Stored data entries:
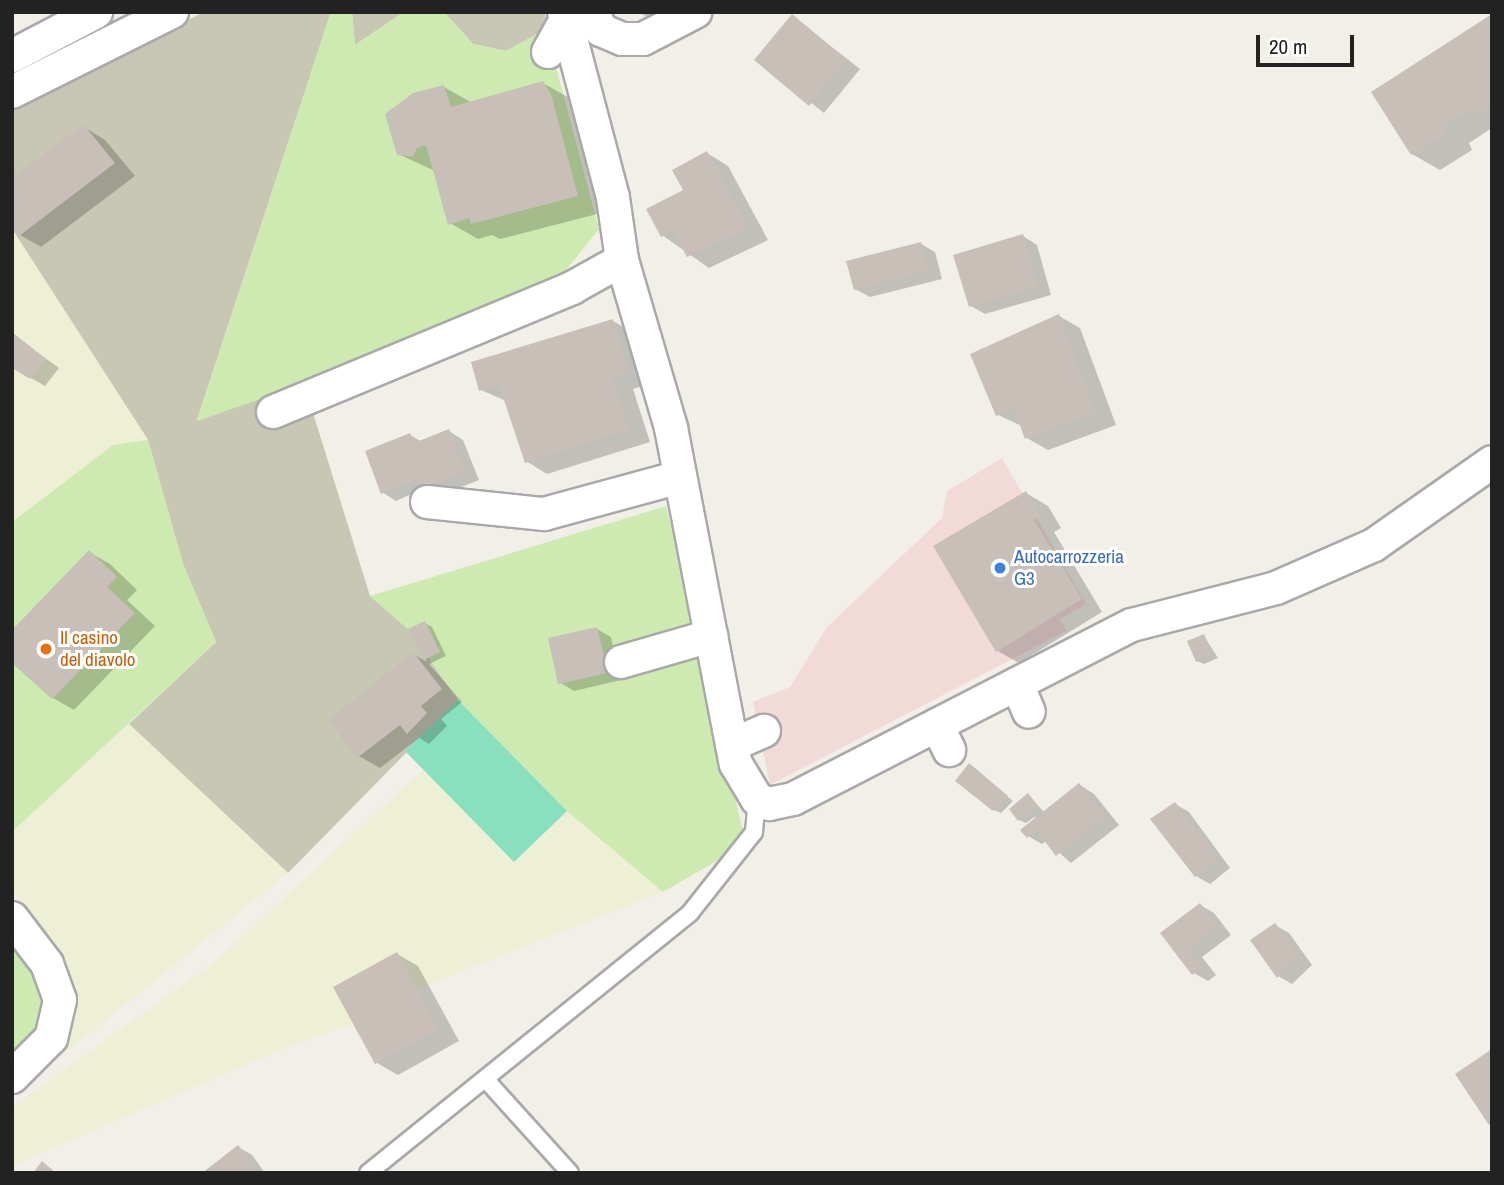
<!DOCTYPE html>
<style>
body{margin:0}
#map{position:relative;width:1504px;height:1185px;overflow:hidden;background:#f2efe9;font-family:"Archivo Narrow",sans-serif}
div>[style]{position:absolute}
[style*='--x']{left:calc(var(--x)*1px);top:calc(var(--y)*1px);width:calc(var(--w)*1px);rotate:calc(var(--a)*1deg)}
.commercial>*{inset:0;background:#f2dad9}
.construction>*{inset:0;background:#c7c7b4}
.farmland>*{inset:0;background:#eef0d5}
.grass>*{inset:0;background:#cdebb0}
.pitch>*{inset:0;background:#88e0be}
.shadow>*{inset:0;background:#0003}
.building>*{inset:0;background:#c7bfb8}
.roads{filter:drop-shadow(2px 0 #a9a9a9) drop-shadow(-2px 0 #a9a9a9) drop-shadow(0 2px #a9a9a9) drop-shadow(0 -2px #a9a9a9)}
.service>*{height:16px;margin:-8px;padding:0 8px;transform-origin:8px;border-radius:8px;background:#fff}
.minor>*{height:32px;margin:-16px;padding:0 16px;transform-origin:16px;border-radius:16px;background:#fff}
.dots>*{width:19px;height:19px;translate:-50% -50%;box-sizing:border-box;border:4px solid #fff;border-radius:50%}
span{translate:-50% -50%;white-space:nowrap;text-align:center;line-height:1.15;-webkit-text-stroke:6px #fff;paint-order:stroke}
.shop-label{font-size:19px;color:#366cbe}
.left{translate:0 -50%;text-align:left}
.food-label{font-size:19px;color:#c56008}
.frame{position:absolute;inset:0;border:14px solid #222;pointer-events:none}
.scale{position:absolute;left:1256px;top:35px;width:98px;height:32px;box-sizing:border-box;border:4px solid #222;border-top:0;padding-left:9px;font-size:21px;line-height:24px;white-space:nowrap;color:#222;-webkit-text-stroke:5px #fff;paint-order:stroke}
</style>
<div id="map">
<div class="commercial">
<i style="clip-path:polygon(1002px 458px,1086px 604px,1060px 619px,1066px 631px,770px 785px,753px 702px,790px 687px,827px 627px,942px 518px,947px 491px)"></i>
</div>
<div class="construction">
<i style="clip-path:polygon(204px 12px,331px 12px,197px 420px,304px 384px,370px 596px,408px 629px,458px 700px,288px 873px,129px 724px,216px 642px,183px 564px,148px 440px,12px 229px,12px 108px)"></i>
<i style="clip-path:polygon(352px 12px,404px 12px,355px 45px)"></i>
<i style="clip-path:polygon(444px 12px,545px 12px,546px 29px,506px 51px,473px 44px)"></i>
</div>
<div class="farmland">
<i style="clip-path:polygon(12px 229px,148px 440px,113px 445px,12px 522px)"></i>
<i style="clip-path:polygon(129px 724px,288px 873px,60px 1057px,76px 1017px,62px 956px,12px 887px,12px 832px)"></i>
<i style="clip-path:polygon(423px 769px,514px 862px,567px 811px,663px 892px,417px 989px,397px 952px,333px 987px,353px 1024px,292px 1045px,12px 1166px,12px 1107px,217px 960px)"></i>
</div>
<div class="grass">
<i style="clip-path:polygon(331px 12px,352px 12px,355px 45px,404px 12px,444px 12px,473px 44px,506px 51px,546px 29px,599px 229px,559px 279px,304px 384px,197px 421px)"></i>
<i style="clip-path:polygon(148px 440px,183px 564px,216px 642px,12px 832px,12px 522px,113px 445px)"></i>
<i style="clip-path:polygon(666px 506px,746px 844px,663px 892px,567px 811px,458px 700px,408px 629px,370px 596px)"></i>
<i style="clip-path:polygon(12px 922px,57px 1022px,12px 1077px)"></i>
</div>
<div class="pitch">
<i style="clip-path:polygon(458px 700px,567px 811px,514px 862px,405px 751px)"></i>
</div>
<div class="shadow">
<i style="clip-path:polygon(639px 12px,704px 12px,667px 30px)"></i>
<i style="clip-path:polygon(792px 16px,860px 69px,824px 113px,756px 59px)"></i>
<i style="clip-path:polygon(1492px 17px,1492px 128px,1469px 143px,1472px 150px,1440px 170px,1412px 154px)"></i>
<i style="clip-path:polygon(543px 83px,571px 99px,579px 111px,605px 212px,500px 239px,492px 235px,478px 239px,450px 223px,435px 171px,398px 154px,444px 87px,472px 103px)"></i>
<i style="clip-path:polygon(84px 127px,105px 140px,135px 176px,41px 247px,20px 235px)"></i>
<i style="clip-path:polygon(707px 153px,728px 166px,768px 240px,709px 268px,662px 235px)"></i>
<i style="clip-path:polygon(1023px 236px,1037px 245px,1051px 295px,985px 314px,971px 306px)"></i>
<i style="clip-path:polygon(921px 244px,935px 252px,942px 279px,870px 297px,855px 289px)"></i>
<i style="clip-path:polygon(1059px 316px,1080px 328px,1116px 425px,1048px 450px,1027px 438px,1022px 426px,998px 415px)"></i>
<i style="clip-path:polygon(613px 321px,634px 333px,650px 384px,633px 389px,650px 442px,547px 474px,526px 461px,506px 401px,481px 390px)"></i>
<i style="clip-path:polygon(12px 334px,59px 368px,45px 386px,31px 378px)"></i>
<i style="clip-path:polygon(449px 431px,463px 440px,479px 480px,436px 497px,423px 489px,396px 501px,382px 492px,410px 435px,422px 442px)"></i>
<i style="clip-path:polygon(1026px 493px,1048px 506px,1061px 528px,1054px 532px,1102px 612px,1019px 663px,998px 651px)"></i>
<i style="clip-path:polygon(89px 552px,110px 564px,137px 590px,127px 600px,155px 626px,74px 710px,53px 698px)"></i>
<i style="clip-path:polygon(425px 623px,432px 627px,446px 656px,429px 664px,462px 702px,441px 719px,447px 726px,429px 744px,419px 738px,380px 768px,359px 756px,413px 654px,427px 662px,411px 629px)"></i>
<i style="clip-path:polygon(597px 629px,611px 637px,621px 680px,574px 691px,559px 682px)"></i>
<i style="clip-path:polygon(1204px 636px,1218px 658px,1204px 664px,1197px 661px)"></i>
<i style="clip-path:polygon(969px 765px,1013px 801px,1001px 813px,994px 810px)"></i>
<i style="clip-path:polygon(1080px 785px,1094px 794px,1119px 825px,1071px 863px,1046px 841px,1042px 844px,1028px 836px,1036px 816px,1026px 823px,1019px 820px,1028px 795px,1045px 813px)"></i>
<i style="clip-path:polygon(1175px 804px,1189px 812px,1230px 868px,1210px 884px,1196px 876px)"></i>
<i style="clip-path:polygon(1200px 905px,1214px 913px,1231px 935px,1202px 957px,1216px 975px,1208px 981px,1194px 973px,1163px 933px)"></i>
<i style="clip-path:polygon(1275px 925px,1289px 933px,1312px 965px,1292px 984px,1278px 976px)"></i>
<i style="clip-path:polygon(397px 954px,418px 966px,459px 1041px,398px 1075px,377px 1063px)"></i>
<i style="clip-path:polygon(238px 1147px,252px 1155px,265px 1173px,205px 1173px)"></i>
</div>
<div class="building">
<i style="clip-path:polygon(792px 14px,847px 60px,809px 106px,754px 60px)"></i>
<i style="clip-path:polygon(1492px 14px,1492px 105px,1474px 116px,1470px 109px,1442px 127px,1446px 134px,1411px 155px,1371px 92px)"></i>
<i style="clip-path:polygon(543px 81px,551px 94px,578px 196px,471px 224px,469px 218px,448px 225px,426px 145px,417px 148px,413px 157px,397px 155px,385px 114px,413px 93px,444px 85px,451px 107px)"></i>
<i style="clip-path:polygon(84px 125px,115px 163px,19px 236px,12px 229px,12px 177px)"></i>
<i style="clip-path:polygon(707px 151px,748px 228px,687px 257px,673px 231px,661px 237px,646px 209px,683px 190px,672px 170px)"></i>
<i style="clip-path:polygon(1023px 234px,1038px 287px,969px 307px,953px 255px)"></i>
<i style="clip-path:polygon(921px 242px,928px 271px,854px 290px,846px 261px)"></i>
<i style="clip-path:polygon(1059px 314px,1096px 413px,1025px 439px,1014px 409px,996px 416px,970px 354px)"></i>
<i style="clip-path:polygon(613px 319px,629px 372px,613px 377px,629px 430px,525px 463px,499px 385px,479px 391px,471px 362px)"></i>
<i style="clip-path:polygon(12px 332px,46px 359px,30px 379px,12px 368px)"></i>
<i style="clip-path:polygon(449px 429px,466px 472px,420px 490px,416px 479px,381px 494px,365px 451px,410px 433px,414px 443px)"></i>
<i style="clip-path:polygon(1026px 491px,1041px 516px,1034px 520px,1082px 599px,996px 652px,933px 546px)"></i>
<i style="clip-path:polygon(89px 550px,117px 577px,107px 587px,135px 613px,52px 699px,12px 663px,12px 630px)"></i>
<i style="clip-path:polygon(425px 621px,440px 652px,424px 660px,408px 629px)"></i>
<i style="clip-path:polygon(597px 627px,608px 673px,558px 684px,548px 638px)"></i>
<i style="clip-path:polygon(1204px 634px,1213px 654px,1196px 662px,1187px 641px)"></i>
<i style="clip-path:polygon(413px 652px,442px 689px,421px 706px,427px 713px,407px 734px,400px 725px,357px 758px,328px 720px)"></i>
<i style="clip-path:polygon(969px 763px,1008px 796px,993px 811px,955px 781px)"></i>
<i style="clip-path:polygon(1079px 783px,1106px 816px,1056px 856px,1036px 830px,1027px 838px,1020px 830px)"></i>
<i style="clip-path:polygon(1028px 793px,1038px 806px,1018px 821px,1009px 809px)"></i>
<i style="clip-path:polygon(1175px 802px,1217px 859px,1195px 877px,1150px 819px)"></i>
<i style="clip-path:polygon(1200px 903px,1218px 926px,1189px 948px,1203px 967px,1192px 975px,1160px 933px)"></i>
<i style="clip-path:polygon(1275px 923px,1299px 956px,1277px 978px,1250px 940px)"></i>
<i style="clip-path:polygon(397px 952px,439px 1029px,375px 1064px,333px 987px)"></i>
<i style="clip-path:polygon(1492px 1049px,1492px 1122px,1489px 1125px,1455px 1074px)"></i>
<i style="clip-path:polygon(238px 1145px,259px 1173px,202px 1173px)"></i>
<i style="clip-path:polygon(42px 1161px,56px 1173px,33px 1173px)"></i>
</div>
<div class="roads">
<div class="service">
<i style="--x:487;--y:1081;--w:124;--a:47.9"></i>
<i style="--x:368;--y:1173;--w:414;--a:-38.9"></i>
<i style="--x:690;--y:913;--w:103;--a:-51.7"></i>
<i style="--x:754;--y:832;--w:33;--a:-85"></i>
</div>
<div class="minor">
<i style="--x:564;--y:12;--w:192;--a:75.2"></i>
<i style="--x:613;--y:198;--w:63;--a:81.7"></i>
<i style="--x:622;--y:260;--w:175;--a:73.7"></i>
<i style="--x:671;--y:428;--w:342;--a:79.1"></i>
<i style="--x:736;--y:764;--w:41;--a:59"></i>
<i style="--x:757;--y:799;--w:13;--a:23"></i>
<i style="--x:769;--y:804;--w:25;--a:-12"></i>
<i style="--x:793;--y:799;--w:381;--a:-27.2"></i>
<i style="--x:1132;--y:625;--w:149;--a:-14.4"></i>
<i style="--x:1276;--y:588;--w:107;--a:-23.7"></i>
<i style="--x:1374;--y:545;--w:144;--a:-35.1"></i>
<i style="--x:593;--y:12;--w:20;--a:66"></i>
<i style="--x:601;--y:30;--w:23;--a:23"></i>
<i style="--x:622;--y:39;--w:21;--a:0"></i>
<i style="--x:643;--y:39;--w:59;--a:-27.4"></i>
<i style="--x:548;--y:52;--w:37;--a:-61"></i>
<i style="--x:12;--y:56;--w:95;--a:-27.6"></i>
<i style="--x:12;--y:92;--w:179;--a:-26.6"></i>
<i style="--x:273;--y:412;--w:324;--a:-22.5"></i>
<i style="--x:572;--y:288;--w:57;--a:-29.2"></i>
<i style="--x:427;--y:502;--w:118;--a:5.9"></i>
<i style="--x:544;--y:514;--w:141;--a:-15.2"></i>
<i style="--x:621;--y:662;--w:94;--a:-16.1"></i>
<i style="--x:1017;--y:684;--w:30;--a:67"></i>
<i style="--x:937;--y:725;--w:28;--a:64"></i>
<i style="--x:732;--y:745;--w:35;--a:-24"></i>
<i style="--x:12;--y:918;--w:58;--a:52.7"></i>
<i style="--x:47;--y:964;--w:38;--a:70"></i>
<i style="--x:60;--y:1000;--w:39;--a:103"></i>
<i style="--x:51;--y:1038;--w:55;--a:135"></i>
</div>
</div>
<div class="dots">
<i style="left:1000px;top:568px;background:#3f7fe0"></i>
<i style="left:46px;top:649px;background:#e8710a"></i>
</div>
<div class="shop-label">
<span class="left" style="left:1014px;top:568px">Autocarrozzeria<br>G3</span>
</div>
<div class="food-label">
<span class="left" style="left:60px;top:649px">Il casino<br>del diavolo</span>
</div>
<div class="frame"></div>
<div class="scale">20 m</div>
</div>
==
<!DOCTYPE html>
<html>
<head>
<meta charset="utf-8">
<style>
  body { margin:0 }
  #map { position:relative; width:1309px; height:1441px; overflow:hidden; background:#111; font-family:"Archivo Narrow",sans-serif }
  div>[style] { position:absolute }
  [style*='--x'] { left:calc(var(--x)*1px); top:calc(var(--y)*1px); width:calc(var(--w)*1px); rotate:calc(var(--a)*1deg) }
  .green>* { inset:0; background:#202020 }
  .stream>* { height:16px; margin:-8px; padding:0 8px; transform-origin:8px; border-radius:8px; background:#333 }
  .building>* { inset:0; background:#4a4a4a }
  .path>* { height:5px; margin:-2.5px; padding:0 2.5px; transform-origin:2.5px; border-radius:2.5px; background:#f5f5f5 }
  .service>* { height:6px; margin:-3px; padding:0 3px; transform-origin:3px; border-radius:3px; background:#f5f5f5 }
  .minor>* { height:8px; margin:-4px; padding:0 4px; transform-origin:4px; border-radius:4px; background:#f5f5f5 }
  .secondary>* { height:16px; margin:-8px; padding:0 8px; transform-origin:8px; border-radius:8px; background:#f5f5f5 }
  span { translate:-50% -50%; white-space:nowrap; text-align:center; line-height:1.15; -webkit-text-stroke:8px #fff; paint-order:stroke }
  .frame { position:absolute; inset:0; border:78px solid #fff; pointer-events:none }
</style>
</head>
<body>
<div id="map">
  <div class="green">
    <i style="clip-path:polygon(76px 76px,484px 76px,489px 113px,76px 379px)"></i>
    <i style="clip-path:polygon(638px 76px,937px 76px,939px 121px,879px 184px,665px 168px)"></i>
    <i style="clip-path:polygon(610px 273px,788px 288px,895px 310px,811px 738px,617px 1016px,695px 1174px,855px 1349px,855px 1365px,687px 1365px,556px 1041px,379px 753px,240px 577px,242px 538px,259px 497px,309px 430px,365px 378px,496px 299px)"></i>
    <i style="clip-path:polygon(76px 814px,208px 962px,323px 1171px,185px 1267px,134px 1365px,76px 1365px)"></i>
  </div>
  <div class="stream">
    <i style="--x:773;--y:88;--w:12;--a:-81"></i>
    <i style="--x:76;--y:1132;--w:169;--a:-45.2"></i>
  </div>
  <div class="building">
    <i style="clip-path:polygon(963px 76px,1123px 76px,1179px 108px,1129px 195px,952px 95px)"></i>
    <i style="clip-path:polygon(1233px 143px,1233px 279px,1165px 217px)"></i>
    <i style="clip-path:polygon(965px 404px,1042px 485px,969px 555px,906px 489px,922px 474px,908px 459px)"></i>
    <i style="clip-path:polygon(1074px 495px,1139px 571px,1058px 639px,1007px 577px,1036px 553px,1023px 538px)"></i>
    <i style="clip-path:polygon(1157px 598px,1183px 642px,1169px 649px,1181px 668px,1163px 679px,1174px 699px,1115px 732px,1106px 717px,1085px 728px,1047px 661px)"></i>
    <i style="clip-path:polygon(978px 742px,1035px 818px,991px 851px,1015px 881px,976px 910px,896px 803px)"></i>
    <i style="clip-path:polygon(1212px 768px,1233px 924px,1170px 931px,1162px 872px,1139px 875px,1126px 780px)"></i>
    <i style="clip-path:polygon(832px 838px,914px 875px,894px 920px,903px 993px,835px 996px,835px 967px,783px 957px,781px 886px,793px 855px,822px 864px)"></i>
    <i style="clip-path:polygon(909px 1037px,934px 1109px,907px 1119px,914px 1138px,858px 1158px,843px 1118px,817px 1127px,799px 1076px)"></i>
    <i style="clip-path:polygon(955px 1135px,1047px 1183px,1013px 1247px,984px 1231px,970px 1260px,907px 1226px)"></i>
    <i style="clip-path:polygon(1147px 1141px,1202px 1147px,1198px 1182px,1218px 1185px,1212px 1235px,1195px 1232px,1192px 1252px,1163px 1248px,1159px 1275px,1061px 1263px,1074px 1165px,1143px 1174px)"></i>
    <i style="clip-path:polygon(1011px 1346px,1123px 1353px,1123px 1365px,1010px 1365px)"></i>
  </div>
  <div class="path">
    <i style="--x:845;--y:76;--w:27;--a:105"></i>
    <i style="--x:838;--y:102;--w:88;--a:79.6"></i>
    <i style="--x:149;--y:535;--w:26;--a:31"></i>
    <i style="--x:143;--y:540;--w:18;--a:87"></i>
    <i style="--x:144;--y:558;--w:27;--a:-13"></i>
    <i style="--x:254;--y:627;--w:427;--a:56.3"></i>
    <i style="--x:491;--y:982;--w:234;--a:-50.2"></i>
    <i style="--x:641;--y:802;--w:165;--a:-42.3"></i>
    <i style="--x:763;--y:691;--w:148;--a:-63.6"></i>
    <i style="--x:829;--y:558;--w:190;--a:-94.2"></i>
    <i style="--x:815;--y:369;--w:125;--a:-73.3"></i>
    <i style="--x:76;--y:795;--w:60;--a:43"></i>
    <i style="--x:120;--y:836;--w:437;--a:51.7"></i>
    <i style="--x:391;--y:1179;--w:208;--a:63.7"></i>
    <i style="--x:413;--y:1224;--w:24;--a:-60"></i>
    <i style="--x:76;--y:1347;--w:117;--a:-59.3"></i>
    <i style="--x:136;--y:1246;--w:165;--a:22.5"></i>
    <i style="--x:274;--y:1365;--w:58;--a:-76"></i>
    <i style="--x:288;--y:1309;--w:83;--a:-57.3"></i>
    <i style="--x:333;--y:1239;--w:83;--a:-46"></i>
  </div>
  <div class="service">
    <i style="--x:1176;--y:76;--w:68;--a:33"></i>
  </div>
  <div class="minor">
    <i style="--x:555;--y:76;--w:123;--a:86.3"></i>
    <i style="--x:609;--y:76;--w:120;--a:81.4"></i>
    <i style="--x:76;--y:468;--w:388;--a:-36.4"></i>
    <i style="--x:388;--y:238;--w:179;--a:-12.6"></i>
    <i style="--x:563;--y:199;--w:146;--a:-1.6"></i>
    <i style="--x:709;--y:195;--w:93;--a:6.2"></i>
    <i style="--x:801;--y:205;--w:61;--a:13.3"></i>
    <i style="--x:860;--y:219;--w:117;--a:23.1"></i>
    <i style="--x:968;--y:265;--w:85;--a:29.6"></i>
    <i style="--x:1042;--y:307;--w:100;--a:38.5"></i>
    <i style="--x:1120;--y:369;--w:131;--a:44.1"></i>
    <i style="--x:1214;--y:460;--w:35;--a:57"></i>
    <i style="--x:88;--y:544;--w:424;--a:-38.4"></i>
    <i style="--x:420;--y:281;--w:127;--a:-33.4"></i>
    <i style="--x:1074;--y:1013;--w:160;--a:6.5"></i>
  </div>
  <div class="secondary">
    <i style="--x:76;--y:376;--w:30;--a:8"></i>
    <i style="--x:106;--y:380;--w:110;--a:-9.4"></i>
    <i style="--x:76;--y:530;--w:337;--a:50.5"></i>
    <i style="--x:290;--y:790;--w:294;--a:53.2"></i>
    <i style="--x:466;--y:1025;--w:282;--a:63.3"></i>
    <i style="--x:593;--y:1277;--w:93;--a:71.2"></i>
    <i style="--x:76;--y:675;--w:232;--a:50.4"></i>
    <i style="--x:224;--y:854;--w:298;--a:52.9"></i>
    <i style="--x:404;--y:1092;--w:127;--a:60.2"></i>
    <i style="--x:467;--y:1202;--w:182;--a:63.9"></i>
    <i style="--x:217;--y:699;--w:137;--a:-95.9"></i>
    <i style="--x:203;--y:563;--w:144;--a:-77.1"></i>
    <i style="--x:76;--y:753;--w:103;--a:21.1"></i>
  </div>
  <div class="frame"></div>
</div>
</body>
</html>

■ **Work task**
With the line that has "transform-origin:8px; border-radius:8px; background:#333" as the first and the line that has "height:6px; margin:-3px; padding:0" as the last, repeat exactly that run of lines above and no more.

■ **Task result**
  .stream>* { height:16px; margin:-8px; padding:0 8px; transform-origin:8px; border-radius:8px; background:#333 }
  .building>* { inset:0; background:#4a4a4a }
  .path>* { height:5px; margin:-2.5px; padding:0 2.5px; transform-origin:2.5px; border-radius:2.5px; background:#f5f5f5 }
  .service>* { height:6px; margin:-3px; padding:0 3px; transform-origin:3px; border-radius:3px; background:#f5f5f5 }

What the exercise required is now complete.